[Collected data]
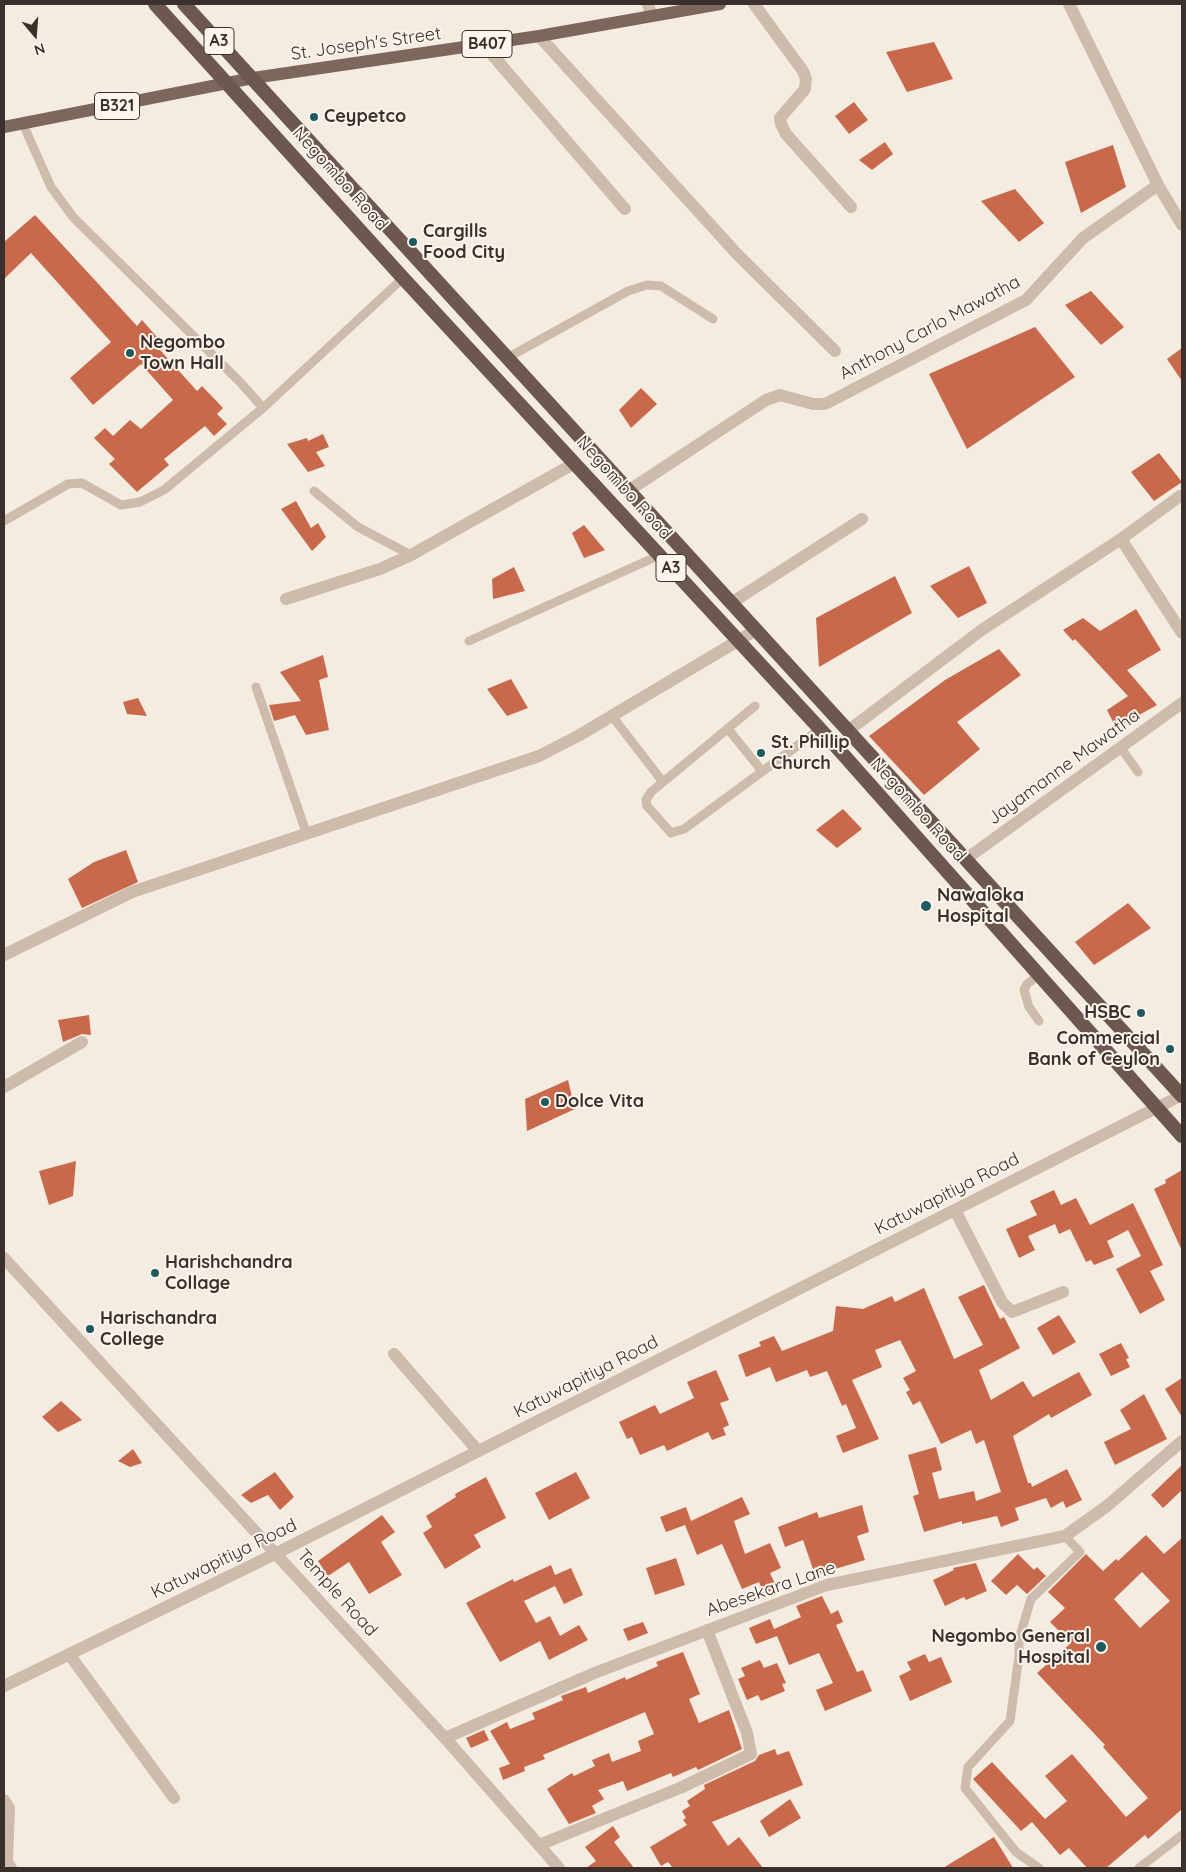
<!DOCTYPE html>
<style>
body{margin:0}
#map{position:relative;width:1186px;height:1872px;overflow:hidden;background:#f4ebe1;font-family:Quicksand,sans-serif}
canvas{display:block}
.frame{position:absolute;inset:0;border:5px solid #3b302b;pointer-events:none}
.north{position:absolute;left:10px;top:10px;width:50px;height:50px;-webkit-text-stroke:4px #fbf5ee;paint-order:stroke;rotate:162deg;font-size:14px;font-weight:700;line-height:20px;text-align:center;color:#3b302b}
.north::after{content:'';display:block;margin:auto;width:18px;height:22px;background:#3b302b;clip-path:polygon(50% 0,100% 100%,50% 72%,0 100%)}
</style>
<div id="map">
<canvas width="1186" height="1872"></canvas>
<div class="frame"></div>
<div class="north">N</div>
</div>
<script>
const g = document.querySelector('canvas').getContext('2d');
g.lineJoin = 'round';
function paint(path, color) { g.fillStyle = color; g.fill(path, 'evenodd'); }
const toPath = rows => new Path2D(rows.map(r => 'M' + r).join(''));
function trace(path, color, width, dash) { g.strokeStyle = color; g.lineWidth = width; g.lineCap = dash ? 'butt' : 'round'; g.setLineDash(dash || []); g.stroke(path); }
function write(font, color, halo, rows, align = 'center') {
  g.font = font + ' Quicksand,sans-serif'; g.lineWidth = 4; g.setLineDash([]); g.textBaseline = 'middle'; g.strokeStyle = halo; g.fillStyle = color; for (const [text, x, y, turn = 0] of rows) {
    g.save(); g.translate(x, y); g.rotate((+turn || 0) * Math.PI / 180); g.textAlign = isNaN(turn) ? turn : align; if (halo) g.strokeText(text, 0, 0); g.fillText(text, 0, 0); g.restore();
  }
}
paint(toPath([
 [934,42,953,79,907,92,886,52],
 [854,102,868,120,849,134,835,116],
 [885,142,893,154,872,170,859,160],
 [1113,145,1126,187,1081,213,1065,162],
 [1015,189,1044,223,1019,242,981,201],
 [35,215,137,326,142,320,157,337,152,341,197,391,202,386,223,408,217,414,227,424,214,436,205,426,164,459,169,465,137,492,109,464,115,459,94,438,105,428,113,436,130,420,141,429,173,400,141,364,93,405,70,378,111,342,31,253,4,279,4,242],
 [1091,291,1124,327,1101,345,1065,305],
 [1035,327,1075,377,967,449,929,374],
 [1182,348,1182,381,1167,359],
 [641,388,657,404,631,428,619,410],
 [323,434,329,447,316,452,325,466,308,472,287,444,307,438,308,441],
 [1159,453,1182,482,1154,501,1131,472],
 [296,501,311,528,318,523,326,537,312,551,281,509],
 [584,525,605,550,584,558,572,533],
 [969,566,987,603,958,618,930,586],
 [514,567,525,591,493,599,492,579],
 [895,576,912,613,819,667,816,618],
 [1136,609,1161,650,1127,670,1157,705,1116,728,1107,710,1128,696,1075,639,1073,641,1063,630,1083,618,1100,631],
 [999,649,1021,675,957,722,980,749,924,795,869,736,945,680],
 [323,655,328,677,319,680,329,730,306,735,295,715,274,721,269,705,301,701,280,672],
 [511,679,528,708,507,716,487,689],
 [138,698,147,716,127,714,123,702],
 [843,809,862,829,837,848,816,830],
 [126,850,138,882,82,908,68,879,94,862],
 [1128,903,1151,928,1094,965,1075,942],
 [89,1015,91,1035,82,1034,63,1042,58,1020],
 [568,1080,575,1109,527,1131,525,1099],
 [76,1161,73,1196,49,1205,39,1171],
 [1182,1170,1182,1251,1154,1189,1166,1183,1165,1180],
 [1054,1190,1061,1205,1076,1198,1090,1225,1133,1203,1163,1265,1150,1271,1165,1300,1140,1314,1116,1269,1141,1256,1128,1230,1107,1241,1114,1257,1094,1265,1091,1260,1086,1262,1070,1229,1059,1234,1055,1224,1028,1236,1035,1250,1019,1258,1006,1229,1037,1215,1030,1201],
 [984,1285,1000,1319,1004,1317,1020,1348,979,1370,991,1400,1023,1381,1033,1397,1079,1372,1092,1395,1051,1418,1049,1414,1013,1436,1028,1483,1031,1483,1032,1487,1067,1469,1082,1500,1066,1508,1063,1501,1051,1508,1046,1498,1015,1508,1019,1520,1001,1527,997,1516,962,1524,962,1521,924,1532,913,1496,919,1494,908,1455,936,1447,942,1470,932,1473,939,1499,974,1491,976,1501,1001,1492,984,1440,976,1444,971,1430,941,1444,920,1401,913,1405,906,1392,910,1390,903,1378,916,1371,900,1340,875,1350,882,1367,852,1380,879,1439,843,1453,836,1436,856,1428,846,1404,842,1406,827,1371,810,1377,807,1370,776,1382,770,1367,746,1377,738,1355,761,1346,759,1342,774,1336,782,1351,833,1331,836,1306,863,1309,892,1296,895,1302,924,1288,954,1359,983,1345,958,1297],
 [1059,1315,1076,1342,1053,1355,1037,1328],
 [1121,1343,1129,1358,1126,1359,1130,1367,1111,1376,1099,1354],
 [716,1370,729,1400,720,1403,729,1425,723,1428,726,1435,712,1440,708,1432,667,1451,664,1445,640,1455,632,1437,627,1439,619,1422,655,1405,660,1414,694,1398,687,1382],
 [1182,1378,1182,1417,1165,1389],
 [1144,1394,1167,1439,1115,1465,1104,1442,1131,1429,1120,1410],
 [61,1401,82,1420,58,1432,42,1417],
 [133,1449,142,1463,130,1467,118,1461],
 [1182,1465,1182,1490,1163,1508,1151,1495],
 [275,1472,294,1497,280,1510,268,1495,251,1503,241,1495],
 [576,1472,590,1498,549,1520,535,1493],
 [486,1477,506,1518,474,1535,481,1547,445,1569,423,1533,432,1527,426,1516,456,1497,455,1494],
 [742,1497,750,1514,734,1521,745,1554,770,1543,781,1568,770,1573,777,1588,764,1594,759,1582,742,1589,722,1544,697,1555,685,1525,666,1532,660,1517,686,1507,691,1521],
 [862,1505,869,1532,857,1536,865,1560,815,1575,803,1540,785,1547,778,1527,817,1512,819,1518],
 [382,1515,395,1532,381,1542,402,1575,369,1594,349,1562,328,1576,318,1561],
 [1146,1535,1164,1554,1182,1538,1182,1809,1148,1839,1145,1835,1106,1868,1087,1868,1069,1848,1060,1855,1032,1822,1021,1831,973,1779,992,1762,1045,1819,1067,1801,1045,1776,1072,1754,1126,1817,1148,1798,1103,1747,1105,1745,1037,1673,1071,1643,1050,1622,1065,1608,1048,1592,1086,1554,1103,1571,1116,1559,1118,1561],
 [1142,1572,1170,1601,1140,1628,1114,1599],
 [1018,1554,1034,1570,1037,1567,1046,1576,1027,1594,1017,1585,1006,1595,991,1581],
 [676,1558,685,1585,655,1595,646,1568],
 [976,1563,987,1591,966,1600,964,1597,945,1606,933,1580,954,1570,953,1568],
 [551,1565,555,1575,571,1568,583,1595,564,1604,555,1586,524,1601,536,1623,550,1616,560,1636,579,1625,588,1640,549,1660,540,1641,500,1662,466,1603,513,1579,514,1582],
 [822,1596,831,1614,838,1610,843,1622,836,1625,857,1672,863,1670,872,1691,825,1711,816,1690,833,1683,819,1653,789,1665,777,1636,756,1644,749,1628,770,1619,774,1629,801,1617,796,1606],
 [643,1622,648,1633,628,1641,623,1629],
 [683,1652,700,1694,689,1699,699,1723,729,1710,742,1749,698,1770,696,1767,673,1777,671,1773,627,1791,623,1781,598,1790,604,1799,592,1806,596,1813,569,1824,547,1789,572,1773,574,1776,595,1766,592,1760,609,1753,612,1762,641,1751,638,1741,654,1734,645,1712,543,1755,545,1759,524,1767,525,1771,503,1780,499,1768,510,1764,490,1731,507,1722,510,1729,535,1719,532,1713,563,1700,561,1696,586,1687,588,1693,625,1677,626,1680,658,1666,656,1662],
 [925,1654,929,1662,941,1657,952,1682,910,1701,899,1676,911,1670,907,1662],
 [760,1660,764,1668,777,1663,786,1683,782,1684,785,1691,761,1701,758,1695,747,1700,738,1679,745,1676,741,1668],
 [484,1730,489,1740,471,1748,466,1738],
 [775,1749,777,1755,789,1751,803,1785,712,1822,728,1846,739,1837,763,1868,673,1868,668,1862,661,1866,650,1847,687,1825,683,1820,686,1818,682,1811,690,1806,687,1801,705,1789,704,1785,755,1761,759,1755],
 [790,1799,801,1818,769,1837,760,1821],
 [613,1826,620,1837,614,1842,634,1868,586,1868,596,1861,585,1847],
 [994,1837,1013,1868,943,1868]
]), '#c8694b');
trace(toPath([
 [23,124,51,187,73,217,240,382,263,408,403,278],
 [507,358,628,291,647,285,661,286,713,319],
 [314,491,358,527,411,555],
 [4,521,68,484,82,483,121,505,140,502,164,490,263,408],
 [469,641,660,555],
 [256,687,306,832],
 [755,706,651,792,646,800,647,806,671,833,684,829,820,729],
 [612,716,663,782],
 [728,729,762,771],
 [1121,748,1138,772],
 [1039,975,1027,984,1024,990,1029,1007,1039,1021],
 [1039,1868,1016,1852,965,1788,968,1767,1010,1721,1019,1656,1019,1639,1031,1599,1080,1552,1065,1536],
 [1139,1868,1182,1835]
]), '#cdbbac', 9);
trace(toPath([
 [648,4,651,14],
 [754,4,803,71,806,79,805,89,780,118,781,124,786,134,851,207],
 [1069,4,1158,185,1182,225],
 [539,36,737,254,835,351],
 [483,44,625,209],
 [628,491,766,400,780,395,813,404,825,404,1026,300,1083,238,1158,185],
 [1121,539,1182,633],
 [286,599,380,569,411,555,575,463],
 [731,603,862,519],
 [849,730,983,629,1121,539,1180,496],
 [966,859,1182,703],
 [4,955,132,892,539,756,578,736,756,630],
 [4,1087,82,1042],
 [955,1210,1002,1302,1012,1312,1063,1292],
 [394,1354,478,1451],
 [69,1654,174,1798],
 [445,1738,597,1672,827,1585,1065,1536,1107,1506,1182,1441],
 [4,1800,9,1808,7,1862,11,1868],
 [539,1845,680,1788,751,1754,747,1733,707,1630]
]), '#cdbbac', 12);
trace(toPath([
 [4,1258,445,1738,559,1868],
 [4,1686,277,1553,1182,1095]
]), '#cdbbac', 12);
trace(toPath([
 [4,127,253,78,539,36,720,4]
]), '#7d675c', 12);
trace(toPath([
 [155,4,403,278,833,743,1182,1136],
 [184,4,1182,1096]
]), '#6c584f', 14);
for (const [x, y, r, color] of [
 [314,117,5,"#1f5a5e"],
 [413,242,5,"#1f5a5e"],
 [130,353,5,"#1f5a5e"],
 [761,753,5,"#1f5a5e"],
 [926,906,6,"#1f5a5e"],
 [1141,1013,5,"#1f5a5e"],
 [1170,1049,5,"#1f5a5e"],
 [545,1102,5,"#1f5a5e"],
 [155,1273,5,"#1f5a5e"],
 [90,1329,5,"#1f5a5e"],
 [1101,1647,6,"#1f5a5e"]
]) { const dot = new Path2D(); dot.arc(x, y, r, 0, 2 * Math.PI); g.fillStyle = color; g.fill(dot); trace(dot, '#fbf5ee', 2); }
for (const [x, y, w] of [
 [219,41,30],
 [487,44,50],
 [117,106,45],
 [671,568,30]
]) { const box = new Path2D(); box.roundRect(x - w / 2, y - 13.5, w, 27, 4); g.fillStyle = '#fbf5ee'; g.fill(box); trace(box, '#3b302b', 1); }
write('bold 16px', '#3b302b', null, [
 ["A3",219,41],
 ["B407",487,44],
 ["B321",117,106],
 ["A3",671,568]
]);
write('18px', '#3b302b', '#fbf5ee', [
 ["St. Joseph's Street",366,44,-8],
 ["Negombo Road",340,179,48],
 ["Anthony Carlo Mawatha",930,328,-28],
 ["Negombo Road",624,488,48],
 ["Jayamanne Mawatha",1064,767,-36],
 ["Negombo Road",918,810,48],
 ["Katuwapitiya Road",947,1194,-27],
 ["Katuwapitiya Road",586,1377,-27],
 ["Katuwapitiya Road",224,1559,-26],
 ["Abesekara Lane",771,1589,-19],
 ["Temple Road",337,1593,48]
]);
write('bold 18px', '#3b302b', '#fbf5ee', [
 ["Ceypetco",324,117],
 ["Cargills",423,232],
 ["Food City",423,253],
 ["Negombo",140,343],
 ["Town Hall",140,364],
 ["St. Phillip",771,743],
 ["Church",771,764],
 ["Nawaloka",937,896],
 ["Hospital",937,917],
 ["HSBC",1131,1013,"right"],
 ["Commercial",1160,1039,"right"],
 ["Bank of Ceylon",1160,1060,"right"],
 ["Dolce Vita",555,1102],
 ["Harishchandra",165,1263],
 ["Collage",165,1284],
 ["Harischandra",100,1319],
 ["College",100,1340],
 ["Negombo General",1090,1637,"right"],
 ["Hospital",1090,1658,"right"]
], 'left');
</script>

Brief: In the entries above, find each line with the word "strokeStyle" and return it.

Task result:
function trace(path, color, width, dash) { g.strokeStyle = color; g.lineWidth = width; g.lineCap = dash ? 'butt' : 'round'; g.setLineDash(dash || []); g.stroke(path); }
  g.font = font + ' Quicksand,sans-serif'; g.lineWidth = 4; g.setLineDash([]); g.textBaseline = 'middle'; g.strokeStyle = halo; g.fillStyle = color; for (const [text, x, y, turn = 0] of rows) {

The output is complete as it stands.